Esophageal achalasia is a rare disorder of the esophagus characterized by an inability of the lower esophageal sphincter to relax, resulting in a loss of the normal peristaltic motion. This effect is almost always due to loss of nervous stimulation to the lower esophageal tube. Typical symptoms of the condition include dilated esophagus, difficulty in swallowing, dysphagia, regurgitating food, night-time coughs, and non cardiac chest pains. Affected patients may also show weight loss, heartburn, and frequent hiccups. Complications of the condition include tearing of the esophagus and aspiration of food contents into the lungs causing pneumonia.
Diagnosis of the condition usually involves performing a barium swallow or an endoscopy. The endoscopy is especially important, since it can rule out the presence of other conditions like a peptic stricturte, or cancer. The key diagnostic test, however, is an esophageal manometry, in which a tube, inserted through the nose, measures the pressure in different parts of the esophagus and stomach.
Treatment aims at reducing the pressure at the esophageal sphincter. The most common procedure for achieving this is through a pneumatic or balloon dilatation, in which a balloon placed inside the sphincter is forcefully inflated to stretch the muscles.
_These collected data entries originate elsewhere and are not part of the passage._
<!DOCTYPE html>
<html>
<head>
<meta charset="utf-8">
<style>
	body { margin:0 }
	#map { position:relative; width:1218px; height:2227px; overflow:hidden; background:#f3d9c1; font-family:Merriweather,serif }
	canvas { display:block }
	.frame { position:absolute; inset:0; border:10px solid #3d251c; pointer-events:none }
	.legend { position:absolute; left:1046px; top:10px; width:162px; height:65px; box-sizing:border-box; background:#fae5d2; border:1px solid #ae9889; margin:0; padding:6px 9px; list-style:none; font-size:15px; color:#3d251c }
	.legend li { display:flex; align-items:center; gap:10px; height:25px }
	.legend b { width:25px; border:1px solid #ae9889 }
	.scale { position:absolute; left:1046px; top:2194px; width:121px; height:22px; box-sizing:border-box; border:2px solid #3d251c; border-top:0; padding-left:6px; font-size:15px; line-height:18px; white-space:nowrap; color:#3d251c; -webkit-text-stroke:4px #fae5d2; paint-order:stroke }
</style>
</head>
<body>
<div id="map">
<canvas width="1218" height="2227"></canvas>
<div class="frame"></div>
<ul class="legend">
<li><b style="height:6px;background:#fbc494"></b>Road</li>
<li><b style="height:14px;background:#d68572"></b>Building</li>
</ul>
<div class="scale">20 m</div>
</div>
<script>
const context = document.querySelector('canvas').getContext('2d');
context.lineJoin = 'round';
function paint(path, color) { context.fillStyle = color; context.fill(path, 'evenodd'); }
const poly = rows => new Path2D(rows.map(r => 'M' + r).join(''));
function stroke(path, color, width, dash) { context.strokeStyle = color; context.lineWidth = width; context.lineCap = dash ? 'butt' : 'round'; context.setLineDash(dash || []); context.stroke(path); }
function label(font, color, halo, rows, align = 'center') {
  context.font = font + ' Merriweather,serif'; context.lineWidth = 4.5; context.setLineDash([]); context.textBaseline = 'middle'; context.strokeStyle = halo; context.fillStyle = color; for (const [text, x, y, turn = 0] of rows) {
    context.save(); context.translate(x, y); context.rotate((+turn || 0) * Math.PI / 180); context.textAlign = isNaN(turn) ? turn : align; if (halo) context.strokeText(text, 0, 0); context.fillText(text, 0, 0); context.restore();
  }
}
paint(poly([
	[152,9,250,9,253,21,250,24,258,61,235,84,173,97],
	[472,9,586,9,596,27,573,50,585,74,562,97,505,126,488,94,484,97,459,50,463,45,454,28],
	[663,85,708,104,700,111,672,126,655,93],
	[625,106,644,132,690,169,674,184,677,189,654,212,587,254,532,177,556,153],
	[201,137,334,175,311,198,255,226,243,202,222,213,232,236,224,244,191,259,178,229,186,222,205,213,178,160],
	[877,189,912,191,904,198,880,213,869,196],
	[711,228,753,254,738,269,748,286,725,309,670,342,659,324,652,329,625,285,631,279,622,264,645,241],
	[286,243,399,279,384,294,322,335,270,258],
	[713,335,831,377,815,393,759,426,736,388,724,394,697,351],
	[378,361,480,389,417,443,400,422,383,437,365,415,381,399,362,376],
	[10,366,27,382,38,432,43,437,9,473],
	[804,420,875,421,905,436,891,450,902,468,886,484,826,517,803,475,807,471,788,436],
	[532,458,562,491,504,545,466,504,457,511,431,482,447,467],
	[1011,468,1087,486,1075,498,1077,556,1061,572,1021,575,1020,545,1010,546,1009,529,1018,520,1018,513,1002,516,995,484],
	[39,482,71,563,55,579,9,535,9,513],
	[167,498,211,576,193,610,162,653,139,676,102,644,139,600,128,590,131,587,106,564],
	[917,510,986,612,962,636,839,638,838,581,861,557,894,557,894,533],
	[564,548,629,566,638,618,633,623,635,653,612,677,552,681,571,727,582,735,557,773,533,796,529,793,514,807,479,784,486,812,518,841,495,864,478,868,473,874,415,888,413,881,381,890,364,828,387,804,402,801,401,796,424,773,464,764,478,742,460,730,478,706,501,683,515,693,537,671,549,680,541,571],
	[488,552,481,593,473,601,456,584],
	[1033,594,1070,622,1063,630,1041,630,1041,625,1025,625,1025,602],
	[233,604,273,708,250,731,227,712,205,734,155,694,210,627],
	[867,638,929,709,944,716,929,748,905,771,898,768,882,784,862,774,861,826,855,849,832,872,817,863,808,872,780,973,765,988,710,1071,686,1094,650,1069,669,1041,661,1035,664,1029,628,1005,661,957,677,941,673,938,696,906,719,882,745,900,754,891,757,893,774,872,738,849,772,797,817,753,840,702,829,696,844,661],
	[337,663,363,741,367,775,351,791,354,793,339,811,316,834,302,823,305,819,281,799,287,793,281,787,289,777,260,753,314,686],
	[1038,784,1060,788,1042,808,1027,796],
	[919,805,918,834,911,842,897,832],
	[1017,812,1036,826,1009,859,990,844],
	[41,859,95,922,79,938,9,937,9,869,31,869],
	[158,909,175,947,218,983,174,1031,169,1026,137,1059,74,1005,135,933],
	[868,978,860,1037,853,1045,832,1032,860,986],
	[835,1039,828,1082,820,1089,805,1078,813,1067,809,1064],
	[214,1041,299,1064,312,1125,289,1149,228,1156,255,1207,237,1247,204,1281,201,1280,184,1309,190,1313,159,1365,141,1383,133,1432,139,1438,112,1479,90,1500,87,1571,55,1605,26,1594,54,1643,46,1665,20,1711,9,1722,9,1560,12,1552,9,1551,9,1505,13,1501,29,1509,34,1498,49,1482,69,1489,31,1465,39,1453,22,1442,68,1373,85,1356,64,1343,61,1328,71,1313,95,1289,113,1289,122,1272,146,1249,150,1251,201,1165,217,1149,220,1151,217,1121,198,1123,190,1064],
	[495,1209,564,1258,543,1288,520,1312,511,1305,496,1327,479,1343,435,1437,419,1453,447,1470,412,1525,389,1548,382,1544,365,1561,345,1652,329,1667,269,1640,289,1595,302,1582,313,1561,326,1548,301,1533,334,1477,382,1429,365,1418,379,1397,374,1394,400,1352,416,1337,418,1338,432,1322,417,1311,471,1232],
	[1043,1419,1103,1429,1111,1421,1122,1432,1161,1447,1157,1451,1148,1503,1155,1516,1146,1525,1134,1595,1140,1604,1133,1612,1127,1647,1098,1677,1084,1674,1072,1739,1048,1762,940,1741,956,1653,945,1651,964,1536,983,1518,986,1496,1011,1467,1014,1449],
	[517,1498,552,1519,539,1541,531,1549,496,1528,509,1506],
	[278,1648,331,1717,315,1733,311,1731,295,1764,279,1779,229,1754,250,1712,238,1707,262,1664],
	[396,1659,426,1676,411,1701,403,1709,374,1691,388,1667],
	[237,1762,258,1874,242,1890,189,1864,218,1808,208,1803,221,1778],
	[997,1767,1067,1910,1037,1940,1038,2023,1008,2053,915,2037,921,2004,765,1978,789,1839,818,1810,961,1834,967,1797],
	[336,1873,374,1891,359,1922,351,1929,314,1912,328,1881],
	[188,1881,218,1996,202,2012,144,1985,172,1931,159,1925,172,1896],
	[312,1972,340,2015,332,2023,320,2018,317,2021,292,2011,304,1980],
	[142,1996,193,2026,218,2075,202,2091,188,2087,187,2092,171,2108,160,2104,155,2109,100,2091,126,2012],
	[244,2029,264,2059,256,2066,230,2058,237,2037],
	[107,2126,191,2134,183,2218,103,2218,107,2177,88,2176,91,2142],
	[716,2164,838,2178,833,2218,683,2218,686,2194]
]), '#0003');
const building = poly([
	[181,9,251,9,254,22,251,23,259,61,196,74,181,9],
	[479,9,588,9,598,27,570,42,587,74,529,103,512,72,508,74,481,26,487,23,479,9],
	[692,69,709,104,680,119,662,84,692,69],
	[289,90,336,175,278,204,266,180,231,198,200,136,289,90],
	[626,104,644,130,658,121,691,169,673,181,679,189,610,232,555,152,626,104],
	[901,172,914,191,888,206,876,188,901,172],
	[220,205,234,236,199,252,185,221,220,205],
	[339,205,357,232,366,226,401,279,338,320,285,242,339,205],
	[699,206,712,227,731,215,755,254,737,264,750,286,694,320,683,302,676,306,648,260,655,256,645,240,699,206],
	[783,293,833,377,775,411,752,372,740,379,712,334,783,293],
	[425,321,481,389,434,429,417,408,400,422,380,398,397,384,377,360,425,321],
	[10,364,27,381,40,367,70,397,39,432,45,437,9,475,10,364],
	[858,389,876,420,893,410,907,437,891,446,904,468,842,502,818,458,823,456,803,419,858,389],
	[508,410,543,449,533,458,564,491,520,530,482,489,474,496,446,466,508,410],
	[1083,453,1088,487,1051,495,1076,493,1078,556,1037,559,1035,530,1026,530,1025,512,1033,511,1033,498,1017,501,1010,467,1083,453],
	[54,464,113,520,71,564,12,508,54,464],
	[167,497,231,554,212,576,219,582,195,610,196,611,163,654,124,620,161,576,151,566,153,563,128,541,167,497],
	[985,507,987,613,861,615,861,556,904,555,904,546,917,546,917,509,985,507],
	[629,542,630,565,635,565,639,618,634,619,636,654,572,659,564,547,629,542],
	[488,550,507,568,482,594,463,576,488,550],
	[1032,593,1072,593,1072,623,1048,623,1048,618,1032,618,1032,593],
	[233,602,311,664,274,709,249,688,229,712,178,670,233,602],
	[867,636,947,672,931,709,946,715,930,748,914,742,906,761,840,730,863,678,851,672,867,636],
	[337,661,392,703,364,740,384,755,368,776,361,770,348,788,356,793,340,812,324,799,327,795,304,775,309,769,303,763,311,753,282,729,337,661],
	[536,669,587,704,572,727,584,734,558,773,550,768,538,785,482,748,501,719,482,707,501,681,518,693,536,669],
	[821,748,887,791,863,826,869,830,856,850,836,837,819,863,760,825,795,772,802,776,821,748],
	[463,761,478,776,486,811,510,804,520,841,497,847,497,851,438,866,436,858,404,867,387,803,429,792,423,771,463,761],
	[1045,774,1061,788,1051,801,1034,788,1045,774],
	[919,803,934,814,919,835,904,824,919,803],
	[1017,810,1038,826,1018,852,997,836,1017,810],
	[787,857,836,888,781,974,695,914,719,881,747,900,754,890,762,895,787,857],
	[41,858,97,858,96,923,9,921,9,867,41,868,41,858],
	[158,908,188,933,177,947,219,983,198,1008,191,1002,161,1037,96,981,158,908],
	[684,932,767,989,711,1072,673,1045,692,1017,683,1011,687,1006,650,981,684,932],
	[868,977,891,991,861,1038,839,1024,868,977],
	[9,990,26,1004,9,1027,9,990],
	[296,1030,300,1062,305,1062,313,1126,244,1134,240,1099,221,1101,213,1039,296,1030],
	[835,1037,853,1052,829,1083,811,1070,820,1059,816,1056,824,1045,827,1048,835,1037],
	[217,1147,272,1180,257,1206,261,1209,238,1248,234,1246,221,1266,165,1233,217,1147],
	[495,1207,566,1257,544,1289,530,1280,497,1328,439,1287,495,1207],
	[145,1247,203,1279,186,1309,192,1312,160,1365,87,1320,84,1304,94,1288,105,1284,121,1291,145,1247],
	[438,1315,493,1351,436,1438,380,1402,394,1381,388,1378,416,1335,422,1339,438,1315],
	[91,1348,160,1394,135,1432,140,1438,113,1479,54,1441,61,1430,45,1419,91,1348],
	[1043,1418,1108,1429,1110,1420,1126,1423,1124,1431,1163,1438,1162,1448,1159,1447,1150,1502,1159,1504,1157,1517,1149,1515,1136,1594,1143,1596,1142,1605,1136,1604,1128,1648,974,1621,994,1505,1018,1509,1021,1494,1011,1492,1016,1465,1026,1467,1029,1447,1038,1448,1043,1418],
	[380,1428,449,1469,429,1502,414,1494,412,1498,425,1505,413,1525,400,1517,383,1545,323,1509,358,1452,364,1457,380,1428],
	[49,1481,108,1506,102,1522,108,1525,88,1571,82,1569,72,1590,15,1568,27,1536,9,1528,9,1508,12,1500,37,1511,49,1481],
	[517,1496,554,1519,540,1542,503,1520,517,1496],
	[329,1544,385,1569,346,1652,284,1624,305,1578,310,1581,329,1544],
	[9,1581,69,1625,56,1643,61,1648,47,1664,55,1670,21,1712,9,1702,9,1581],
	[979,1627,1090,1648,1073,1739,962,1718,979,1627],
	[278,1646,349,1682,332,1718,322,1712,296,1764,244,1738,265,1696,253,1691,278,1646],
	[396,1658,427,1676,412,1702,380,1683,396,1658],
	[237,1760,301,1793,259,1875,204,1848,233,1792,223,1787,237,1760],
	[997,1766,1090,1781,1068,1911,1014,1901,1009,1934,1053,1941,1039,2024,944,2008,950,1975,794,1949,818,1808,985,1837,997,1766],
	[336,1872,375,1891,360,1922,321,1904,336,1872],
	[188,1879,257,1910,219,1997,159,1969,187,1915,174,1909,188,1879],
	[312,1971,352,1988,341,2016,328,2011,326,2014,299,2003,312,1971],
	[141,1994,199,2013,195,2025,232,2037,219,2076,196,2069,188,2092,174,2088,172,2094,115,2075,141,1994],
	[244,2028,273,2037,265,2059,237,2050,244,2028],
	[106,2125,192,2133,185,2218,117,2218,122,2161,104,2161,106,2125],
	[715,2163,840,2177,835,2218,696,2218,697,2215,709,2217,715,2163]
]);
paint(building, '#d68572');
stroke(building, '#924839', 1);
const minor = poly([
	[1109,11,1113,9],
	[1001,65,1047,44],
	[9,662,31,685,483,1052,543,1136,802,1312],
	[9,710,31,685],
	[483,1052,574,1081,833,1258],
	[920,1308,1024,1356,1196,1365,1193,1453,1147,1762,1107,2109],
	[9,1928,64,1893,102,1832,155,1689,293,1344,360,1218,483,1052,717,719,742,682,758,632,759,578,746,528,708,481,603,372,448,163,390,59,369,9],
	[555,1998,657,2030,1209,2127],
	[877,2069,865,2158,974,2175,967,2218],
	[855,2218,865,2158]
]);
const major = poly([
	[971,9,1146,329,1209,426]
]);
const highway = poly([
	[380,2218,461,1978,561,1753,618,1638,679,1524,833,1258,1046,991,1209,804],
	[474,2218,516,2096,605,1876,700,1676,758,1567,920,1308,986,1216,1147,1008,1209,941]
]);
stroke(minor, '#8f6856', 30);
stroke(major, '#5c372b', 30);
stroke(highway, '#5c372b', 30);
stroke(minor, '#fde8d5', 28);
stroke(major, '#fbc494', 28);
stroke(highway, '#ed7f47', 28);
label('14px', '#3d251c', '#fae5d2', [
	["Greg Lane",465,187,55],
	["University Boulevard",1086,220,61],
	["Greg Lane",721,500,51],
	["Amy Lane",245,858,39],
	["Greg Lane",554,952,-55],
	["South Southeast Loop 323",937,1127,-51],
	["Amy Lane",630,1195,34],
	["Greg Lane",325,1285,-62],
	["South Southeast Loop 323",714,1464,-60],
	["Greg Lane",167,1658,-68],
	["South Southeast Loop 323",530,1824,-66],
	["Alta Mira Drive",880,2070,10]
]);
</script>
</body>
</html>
Other treatment strategies include intrasphincteric injection of botulinum toxin, laproscopic Heller myotomy, and esophagectomy. In all cases, all patients need to be followed up by endoscopy, since there is an increased risk for developing squamous cell and/or adeno carcinoma. Patients are advised to eat slowly with a lot of chewing and drink plenty of water with meals. It is also advisable to avoid food containing tomatoes, citrus fruits, chocolate, mint, alcohol, and caffeine.
Familial cases of esophageal achalasia are very rare. Some of these cases have been found to exist in association with other neuromuscular disorders, like familial dysautonomia or glucocorticoid deficiency. The familial form of the disease has been shown to follow an autosomal recessive pattern of inheritance. However, to date, no specific gene or genetic locus has been identified to be responsible for the condition. In addition, the rarity of familial occurrence seems to support the notion that genetic predisposition in affected individuals probably increases their susceptibility to acquiring achalasia after exposure to common environmental factors that may play a role in the pathogenesis.